Filter: Whether a document matches the query
hello sam
(using keyword filter
)curl localhost:9200/myindex/_search?pretty -d '
{
"query": { "bool": { "filter": { "match": { "msg": "hello sam" }}}}
}'
Documents that contain either hello
or sam
are returned. Documents are NOT scored.
"hits" : [
...
"_score" : 0.0,
"_source" : {
"name" : "Hello world!"
}
...
"_score" : 0.0,
"_source" : {
"name" : "Hello world! I am Sam."
}
...
The difference is simple: filters are cached and don't influence the score, therefore faster than queries. Have a look here too. Let's say a query is usually something that the users type and pretty much unpredictable, while filters help users narrowing down the search results , for example using facets.
Filters
-> Does this document match? a binary yes or no answer
Queries
-> Does this document match? How well does it match? uses scoring
This is what official documentation says:
As a general rule, filters should be used instead of queries:
- for binary yes/no searches
- for queries on exact values
As a general rule, queries should be used instead of filters:
- for full text search
- where the result depends on a relevance score
Basically, a query is used when you want to perform a search on your documents with scoring. And filters are used to narrow down the set of results obtained by using query. Filters are boolean.
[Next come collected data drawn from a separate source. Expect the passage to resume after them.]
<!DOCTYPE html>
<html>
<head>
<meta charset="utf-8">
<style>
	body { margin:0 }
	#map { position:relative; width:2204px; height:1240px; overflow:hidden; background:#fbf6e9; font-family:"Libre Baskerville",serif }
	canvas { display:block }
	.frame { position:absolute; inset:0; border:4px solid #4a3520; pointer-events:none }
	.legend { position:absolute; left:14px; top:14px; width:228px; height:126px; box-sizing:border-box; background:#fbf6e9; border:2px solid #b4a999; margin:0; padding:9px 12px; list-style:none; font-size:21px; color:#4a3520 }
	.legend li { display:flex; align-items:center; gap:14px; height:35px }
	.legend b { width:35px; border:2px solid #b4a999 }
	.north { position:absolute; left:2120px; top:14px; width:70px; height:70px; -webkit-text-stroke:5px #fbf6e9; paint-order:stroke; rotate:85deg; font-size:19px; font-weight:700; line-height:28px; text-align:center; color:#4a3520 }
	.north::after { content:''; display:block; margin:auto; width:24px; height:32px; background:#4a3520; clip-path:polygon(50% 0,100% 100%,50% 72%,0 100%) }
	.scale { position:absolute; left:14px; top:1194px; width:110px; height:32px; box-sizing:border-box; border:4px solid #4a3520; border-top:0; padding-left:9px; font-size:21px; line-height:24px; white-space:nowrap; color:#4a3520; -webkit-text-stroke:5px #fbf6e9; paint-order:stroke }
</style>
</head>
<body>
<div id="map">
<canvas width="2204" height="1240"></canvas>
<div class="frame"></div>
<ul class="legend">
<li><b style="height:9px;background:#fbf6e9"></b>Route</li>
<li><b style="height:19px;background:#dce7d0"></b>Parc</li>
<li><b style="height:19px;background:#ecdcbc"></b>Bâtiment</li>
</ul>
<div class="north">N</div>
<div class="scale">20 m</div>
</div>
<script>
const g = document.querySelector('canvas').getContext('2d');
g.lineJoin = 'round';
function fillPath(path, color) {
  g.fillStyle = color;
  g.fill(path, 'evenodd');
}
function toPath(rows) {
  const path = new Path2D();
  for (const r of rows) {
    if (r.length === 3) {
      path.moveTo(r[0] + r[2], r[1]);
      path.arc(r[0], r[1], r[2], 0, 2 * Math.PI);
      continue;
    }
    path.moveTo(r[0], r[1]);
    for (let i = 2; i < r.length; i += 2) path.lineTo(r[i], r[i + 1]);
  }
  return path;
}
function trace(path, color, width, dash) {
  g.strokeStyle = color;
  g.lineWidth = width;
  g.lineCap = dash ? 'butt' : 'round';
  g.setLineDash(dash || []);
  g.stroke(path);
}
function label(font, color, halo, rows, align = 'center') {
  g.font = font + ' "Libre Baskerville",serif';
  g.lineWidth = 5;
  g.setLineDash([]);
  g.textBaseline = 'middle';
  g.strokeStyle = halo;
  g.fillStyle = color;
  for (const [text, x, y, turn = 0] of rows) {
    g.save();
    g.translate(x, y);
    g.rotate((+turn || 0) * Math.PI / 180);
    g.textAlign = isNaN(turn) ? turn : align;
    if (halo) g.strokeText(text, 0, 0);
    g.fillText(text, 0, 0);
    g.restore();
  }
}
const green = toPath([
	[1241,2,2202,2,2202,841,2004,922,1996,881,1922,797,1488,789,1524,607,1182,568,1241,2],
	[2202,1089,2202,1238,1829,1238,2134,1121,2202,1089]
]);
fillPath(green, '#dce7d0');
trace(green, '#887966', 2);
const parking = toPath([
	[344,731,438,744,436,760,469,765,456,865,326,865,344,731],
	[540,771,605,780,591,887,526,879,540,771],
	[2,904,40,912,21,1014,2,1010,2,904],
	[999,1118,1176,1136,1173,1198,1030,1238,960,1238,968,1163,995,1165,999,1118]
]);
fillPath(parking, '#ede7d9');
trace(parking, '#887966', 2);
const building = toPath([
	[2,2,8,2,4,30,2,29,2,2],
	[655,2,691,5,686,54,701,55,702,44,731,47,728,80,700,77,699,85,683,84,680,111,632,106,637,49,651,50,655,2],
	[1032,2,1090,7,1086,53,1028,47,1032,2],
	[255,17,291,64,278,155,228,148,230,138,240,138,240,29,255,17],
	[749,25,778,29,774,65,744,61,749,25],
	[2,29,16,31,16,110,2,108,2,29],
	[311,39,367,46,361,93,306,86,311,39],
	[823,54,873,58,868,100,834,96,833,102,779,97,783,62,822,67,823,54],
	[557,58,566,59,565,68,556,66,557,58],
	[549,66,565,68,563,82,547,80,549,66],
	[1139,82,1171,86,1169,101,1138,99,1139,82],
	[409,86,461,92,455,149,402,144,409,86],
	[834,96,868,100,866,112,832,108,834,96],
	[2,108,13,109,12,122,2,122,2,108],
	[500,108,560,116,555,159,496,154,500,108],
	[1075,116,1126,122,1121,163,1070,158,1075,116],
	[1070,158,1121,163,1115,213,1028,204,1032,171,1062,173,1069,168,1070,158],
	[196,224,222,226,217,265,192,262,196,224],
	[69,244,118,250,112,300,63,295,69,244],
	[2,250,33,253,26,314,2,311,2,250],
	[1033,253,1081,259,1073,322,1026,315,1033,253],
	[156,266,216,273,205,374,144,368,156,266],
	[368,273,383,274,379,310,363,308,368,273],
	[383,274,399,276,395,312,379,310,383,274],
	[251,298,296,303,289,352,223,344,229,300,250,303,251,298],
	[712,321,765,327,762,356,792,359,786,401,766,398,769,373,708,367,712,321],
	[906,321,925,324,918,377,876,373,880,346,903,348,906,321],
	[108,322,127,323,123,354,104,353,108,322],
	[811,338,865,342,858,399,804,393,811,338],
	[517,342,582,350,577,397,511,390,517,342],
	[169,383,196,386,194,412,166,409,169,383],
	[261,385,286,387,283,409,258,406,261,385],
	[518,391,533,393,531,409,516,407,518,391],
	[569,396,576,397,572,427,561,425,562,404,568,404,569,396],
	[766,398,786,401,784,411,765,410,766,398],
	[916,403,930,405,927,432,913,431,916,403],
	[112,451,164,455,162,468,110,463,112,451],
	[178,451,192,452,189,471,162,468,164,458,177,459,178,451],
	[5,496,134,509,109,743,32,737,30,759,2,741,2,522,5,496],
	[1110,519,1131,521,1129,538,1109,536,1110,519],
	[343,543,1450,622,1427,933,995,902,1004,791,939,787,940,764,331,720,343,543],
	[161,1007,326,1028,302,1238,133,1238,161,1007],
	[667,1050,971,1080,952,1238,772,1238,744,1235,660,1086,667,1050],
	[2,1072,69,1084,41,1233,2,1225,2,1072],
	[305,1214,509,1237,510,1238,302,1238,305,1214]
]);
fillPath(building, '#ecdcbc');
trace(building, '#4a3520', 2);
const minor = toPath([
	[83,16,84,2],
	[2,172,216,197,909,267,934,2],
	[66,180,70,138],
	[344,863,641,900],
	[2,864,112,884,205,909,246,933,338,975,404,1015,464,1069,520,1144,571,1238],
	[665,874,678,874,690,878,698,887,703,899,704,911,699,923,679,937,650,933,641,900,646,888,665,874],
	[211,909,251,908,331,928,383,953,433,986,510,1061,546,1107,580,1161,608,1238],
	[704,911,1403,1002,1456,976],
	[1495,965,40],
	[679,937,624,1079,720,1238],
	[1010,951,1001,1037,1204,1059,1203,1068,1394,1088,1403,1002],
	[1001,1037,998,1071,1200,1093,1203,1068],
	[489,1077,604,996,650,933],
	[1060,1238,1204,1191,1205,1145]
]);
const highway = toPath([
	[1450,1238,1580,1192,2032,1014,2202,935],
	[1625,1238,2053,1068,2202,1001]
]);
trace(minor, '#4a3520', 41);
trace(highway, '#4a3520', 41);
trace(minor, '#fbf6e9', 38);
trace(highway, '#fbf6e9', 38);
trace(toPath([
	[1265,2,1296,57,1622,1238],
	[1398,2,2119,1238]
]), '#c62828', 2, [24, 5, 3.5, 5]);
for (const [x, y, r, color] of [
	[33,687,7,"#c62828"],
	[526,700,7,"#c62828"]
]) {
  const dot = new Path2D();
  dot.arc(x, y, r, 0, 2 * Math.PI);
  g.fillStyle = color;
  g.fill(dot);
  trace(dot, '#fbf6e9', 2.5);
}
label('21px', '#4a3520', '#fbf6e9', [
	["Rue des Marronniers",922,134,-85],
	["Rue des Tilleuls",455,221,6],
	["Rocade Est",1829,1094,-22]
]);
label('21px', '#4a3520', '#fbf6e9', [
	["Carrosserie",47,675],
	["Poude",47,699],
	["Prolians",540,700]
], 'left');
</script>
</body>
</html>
For example say you have an index of restaurants something like zomato. Now you want to search for restaurants that serve 'pizza', which is basically your search keyword.
So you will use query to find all the documents containing "pizza" and some results will obtained.
Say now you want list of restaurant that serves pizza and has rating of atleast 4.0.
So what you will have to do is use the keyword "pizza" in your query and apply the filter for rating as 4.0.
What happens is that filters are usually applied on the results obtained by querying your index.